The task:
Copy out all lines in the data below containing the string "Build".

Dataset entries
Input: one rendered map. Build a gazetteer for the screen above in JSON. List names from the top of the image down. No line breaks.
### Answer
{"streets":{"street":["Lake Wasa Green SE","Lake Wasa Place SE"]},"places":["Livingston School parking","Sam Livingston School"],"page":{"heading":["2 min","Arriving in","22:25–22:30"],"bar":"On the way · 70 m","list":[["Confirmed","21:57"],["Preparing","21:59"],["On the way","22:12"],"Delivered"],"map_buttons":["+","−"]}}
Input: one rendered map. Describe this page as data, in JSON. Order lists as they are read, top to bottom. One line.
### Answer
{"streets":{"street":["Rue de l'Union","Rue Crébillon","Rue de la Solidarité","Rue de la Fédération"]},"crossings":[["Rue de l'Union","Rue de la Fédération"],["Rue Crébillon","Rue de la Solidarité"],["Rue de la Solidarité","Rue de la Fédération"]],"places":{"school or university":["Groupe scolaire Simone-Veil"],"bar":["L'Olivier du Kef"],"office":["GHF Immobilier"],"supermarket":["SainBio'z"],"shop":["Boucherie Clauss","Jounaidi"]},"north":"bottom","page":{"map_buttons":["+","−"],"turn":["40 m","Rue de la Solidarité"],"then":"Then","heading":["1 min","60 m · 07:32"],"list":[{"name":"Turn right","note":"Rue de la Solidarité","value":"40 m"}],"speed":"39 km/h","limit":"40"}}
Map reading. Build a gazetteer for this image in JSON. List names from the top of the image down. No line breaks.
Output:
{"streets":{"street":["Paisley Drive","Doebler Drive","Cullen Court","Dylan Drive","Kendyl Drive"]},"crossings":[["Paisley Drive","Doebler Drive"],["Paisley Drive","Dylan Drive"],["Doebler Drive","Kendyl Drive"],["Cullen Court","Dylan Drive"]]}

Solution below:
Input: one rendered map. Build a gazetteer for the screen above in JSON. List names from the top of the image down. No line breaks.
Map reading. Build a gazetteer for this image in JSON. List names from the top of the image down. No line breaks.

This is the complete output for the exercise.